Annie Leonard and The Story of Stuff

Photo: Courtesy Simon & Schuster
Hear about the new book based on the well known-internet film that still has people talking.

Hear about the new book based on the well known-internet film that still has people talking.

We’ve all browsed the environmental studies section of bookstores, the shelves jammed with apocalyptic tomes detailing the inevitability of ecological disaster. The newly released book, The Story of Stuff (Simon & Schuster) fills in the startling gaps of what many of us know about the stuff we buy from its extraction to its disposal – sober stuff, to be sure. Its author, a veteran environmental activist, Annie Leonard gained international notice when she launched her Internet film of the same name that went viral in 2007. Hardly a proselytizing snoozer that will have you reaching for your SSRIs, the book is a spirited toolkit for everyday action, outside of the $25,000 buy-in for a hybrid vehicle.


According to Statistics Canada, each Canadian disposes of nearly 400 kg of solid waste per year. Moving forward, Leonard’s book unravels the power structures in our governing bodies that make sustainable change not only inaccessible to many, but unnecessarily bureaucratic. It’s a chatty, witty read, dotted with cartoons, and teeming with facts and courses for action suited to anyone, from armchair activists to professional protesters. 

We had a chance to sit down with Leonard who was in Toronto recently to promote her book and hear about some of her upcoming projects, Stuff and why my rubber ducky won’t be joining me in the bathtub henceforth. 

LH: What initially inspired you to get involved in this work? 

AL: It sounds strange, but I was always fascinated by garbage. I was raised by a mother who instilled in me the culture of not wasting and an appreciation of the stuff we have.  As a college student I visited a dump, and was stricken by the all of this waste and I wondered, where is it all coming from? I worked for a number of different environmental organizations to work on this issue. I was able to travel around the world to see where all of this stuff is made and where it’s dumped, so that I could understand the entire life cycle of all the stuff we use.  

LH: My biggest frustration as an activist centred on people simply choosing not to care. We have all of this knowledge, but it all seems so overwhelming for many of us.  How do we urge people to care and to get involved?

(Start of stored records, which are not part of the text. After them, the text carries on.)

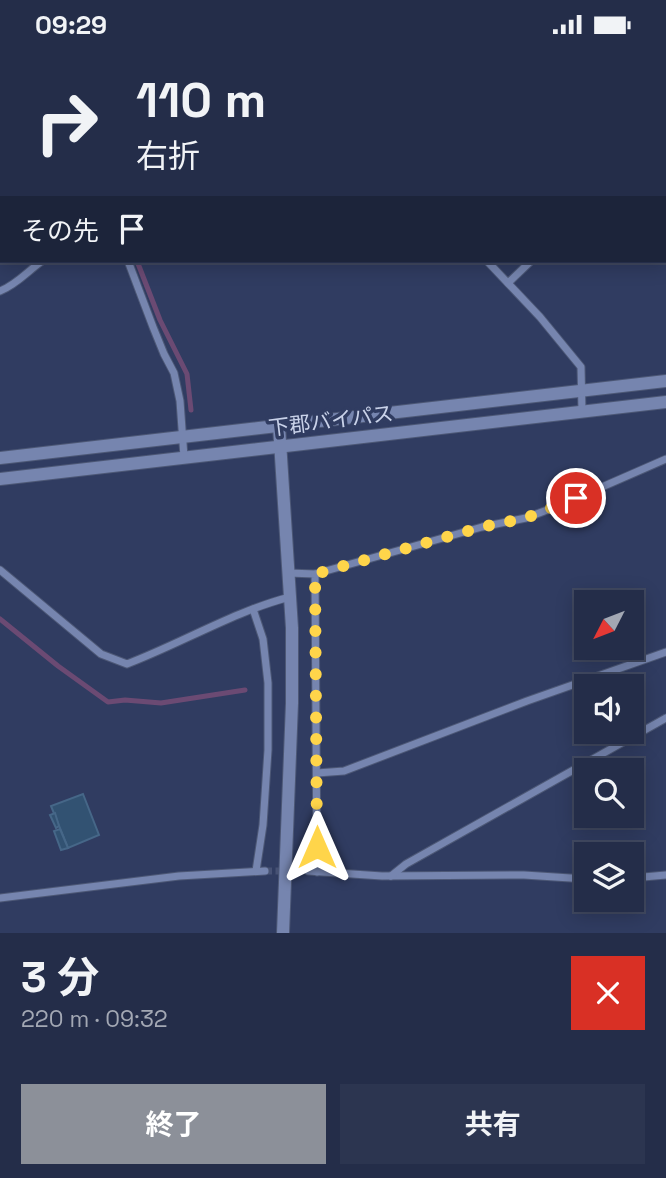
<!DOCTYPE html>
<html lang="ja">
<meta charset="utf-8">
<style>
body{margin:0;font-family:"Space Grotesk","Noto Sans JP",sans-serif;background:#2c3550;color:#f1f3f6;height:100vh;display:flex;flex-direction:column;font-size:26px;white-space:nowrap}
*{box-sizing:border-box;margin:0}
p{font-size:23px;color:#a3a8b4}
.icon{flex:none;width:38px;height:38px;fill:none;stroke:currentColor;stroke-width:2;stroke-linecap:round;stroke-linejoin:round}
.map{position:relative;height:884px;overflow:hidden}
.details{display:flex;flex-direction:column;background:#242d49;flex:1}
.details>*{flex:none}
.top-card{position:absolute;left:0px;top:0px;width:667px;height:214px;box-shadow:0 4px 18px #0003,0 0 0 2px #414961;background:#242d49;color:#f1f3f6;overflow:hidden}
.needle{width:46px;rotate:228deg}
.controls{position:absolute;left:574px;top:541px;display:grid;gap:14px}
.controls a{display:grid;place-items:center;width:70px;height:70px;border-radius:0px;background:#242d49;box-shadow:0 4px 18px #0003,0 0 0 2px #414961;font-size:35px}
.pin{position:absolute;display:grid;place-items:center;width:60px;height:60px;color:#fff;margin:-30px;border:4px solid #fff;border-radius:50%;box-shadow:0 2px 7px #0007}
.me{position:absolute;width:77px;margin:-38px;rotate:0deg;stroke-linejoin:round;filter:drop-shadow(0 0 5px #0008)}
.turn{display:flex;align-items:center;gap:24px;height:147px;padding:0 21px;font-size:32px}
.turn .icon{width:91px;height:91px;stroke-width:2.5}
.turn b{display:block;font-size:49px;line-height:60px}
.then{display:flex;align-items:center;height:66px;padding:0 21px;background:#0003;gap:14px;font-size:26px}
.round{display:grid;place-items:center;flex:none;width:74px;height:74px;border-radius:0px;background:#2c3550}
.overview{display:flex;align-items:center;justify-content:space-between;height:119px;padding:0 21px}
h1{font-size:42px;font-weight:700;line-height:52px}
.action{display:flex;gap:14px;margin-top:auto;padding:14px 21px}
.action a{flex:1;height:80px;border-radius:0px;background:#8c9099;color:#fff;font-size:28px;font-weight:700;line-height:80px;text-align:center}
.action a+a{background:#2c3550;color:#f1f3f6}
.status{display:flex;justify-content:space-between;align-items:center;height:49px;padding:0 35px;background:#242d49;direction:ltr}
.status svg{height:19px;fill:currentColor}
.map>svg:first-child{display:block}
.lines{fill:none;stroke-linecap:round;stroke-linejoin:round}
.stream{stroke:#6b4a73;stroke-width:5}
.building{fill:#325272;stroke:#466788;stroke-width:2}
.minor-tunnel{stroke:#475275;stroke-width:7;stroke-dasharray:7 3.5;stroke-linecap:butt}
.minor-casing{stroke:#4d5876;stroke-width:9}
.tertiary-casing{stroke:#4d5876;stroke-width:14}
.minor{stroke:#7685af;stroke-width:7}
.tertiary{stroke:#7685af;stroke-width:12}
.route{stroke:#ffd54a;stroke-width:12;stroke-dasharray:0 21.6}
.labels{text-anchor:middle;stroke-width:7;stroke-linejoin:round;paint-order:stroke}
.street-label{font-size:21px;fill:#c9d2e9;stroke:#303c61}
</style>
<div class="status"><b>09:29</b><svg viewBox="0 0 49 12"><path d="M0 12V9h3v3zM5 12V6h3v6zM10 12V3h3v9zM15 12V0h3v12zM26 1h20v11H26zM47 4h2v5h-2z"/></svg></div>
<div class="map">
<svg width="666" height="884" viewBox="0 0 666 884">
<rect width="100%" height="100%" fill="#303c61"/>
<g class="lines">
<g class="stream">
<polyline points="54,0 55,2"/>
<polyline points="137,212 160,271 187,325 191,361"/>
<polyline points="0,570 58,617 108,653 125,651 161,654 245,641"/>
</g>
</g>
<g class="building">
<polygon points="83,745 99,786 68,799 51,757"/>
<polygon points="55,764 59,777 56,779 50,766"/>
<polygon points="60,780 68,799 61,801 54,782"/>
</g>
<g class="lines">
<polyline class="minor-tunnel" points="265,822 308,822"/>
<defs>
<g id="minor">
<polyline points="30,0 31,2"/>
<polyline points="246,0 247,2"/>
<polyline points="483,0 487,2"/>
<polyline points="424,2 426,0"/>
<polyline points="665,148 666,148"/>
<polyline points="128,212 153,278 164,305 174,324 180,352 184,408"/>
<polyline points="487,212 540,268 581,318 582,363"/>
<polyline points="508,234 531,212"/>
<path d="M0 242C16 236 28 222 42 212"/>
<path d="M0 521 101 605 127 615C180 595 235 562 290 548"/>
<polyline points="289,524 315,525 317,823"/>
<polyline points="315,525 482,478 526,469 563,455 666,410"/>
<polyline points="253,560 263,590 268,634 268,701 263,776 256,822"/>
<polyline points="317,724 344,722 527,652 666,603"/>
<polyline points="308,822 382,827 524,826 586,830"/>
<polyline points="391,827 406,815 666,669"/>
<polyline points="632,829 666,826"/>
<polyline points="0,849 179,827 265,822"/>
</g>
<g id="tertiary">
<polyline points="279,377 292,579 292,654 283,884"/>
<polyline points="0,409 666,332"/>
<polyline points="0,430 666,353"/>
</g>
</defs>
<use href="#minor" class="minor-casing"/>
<use href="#tertiary" class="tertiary-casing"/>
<use href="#minor" class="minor"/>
<use href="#tertiary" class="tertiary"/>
</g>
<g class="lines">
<polyline class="route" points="317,798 315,525 482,478 526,469 576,449"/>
</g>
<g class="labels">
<g class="street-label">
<text transform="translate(331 372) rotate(-7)" y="7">下郡バイパス</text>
</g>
</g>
</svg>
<div class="controls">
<a><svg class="needle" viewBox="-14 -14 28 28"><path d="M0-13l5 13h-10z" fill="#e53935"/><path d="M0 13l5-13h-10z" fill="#a3a8b4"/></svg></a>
<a><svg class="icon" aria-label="sound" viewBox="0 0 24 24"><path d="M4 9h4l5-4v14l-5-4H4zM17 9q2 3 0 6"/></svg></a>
<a><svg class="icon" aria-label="search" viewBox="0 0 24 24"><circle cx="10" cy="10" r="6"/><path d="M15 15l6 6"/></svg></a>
<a><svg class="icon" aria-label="layers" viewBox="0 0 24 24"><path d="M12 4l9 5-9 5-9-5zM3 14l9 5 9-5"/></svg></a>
</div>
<div class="pin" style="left:576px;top:449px;background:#d93025"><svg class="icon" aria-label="arrive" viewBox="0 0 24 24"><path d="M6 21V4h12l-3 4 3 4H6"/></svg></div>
<svg class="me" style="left:317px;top:798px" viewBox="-20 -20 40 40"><path d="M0-17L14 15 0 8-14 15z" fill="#ffd54a" stroke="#fff" stroke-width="4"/></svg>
<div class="top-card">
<div class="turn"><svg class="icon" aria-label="right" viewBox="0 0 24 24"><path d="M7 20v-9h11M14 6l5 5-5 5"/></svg><div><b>110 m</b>右折</div></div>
<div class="then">その先<svg class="icon" aria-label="arrive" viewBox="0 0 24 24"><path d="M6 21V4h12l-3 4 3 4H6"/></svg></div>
</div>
</div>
<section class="details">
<div class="overview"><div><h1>3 分</h1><p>220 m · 09:32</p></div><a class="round" style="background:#d93025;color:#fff"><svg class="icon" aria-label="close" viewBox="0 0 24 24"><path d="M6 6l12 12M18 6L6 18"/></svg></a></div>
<div class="action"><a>終了</a><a>共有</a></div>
</section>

AL: I think it’s easier to be apathetic if you don’t see a lot of opportunities for change. Too often, environmental groups have provided enormous amounts of information about what’s wrong and limited options for change.  We shouldn’t bombard people with what’s wrong, but give them lots of opportunities to make a meaningful difference. Study after study shows that people who are civically engaged in some way, or volunteering are happier than people who aren’t. It’s really rewarding and empowering, so I encourage people to get involved in whatever way they can. 

We’re not going to change the planet by going person by person and getting them to make the right environmental decision. Often making the better ecological choice is more expensive, which makes it harder, or because it takes longer. For example, where I live in San Franscisco, it’s cheaper and faster to drive than to take public transportation! What we need to do is to change the systems to make the better ecological choices cheaper and easier. 

LH: Your book gives great analyses of everyday household objects and how toxic they are not only to the environment. Can you give us an example? 

AL: It’s stunning how many harmful chemicals are allowed in our skin care products, in our furniture, our electronics, our clothing, everywhere. One is PVC [polyvinyl chloride] plastic, which is really easy to avoid. This is far the most toxic plastic in all stages of its life, to produce, to use and to dispose. You can recognize it by the #3 in the recycling arrow on the product, you can also recognize it by its smell – you know that new shower curtain smell? It’s in a lot of fake leather stuff like purses, shoes, raincoats, extension cords and a lot of children’s toys – even rubber ducks. 

There’s a great resource online, the GoodGuide, which tells you all about toxic materials in the stuff we buy. The real solution is getting together with people who care and changing the rules, so our sunscreens and lipsticks don’t have reproductive toxins in them, and our toys don’t have neurotoxins in them. 

LH: What are your plans beyond the book, a feature-length documentary perhaps? 

AL: We’re going to make more short films about the different aspects in the book. The next one is titled The Story of Bottled Water. It’s a case study in manufactured demand: basically how industry convinces us to pay $2 for something we could have gotten for free from the tap! The next one is going to be called The Story of Electronics, which is a case study of planned obsolescence. We’re also partnering with Facing the Future to make these concepts into educational materials for classroom use.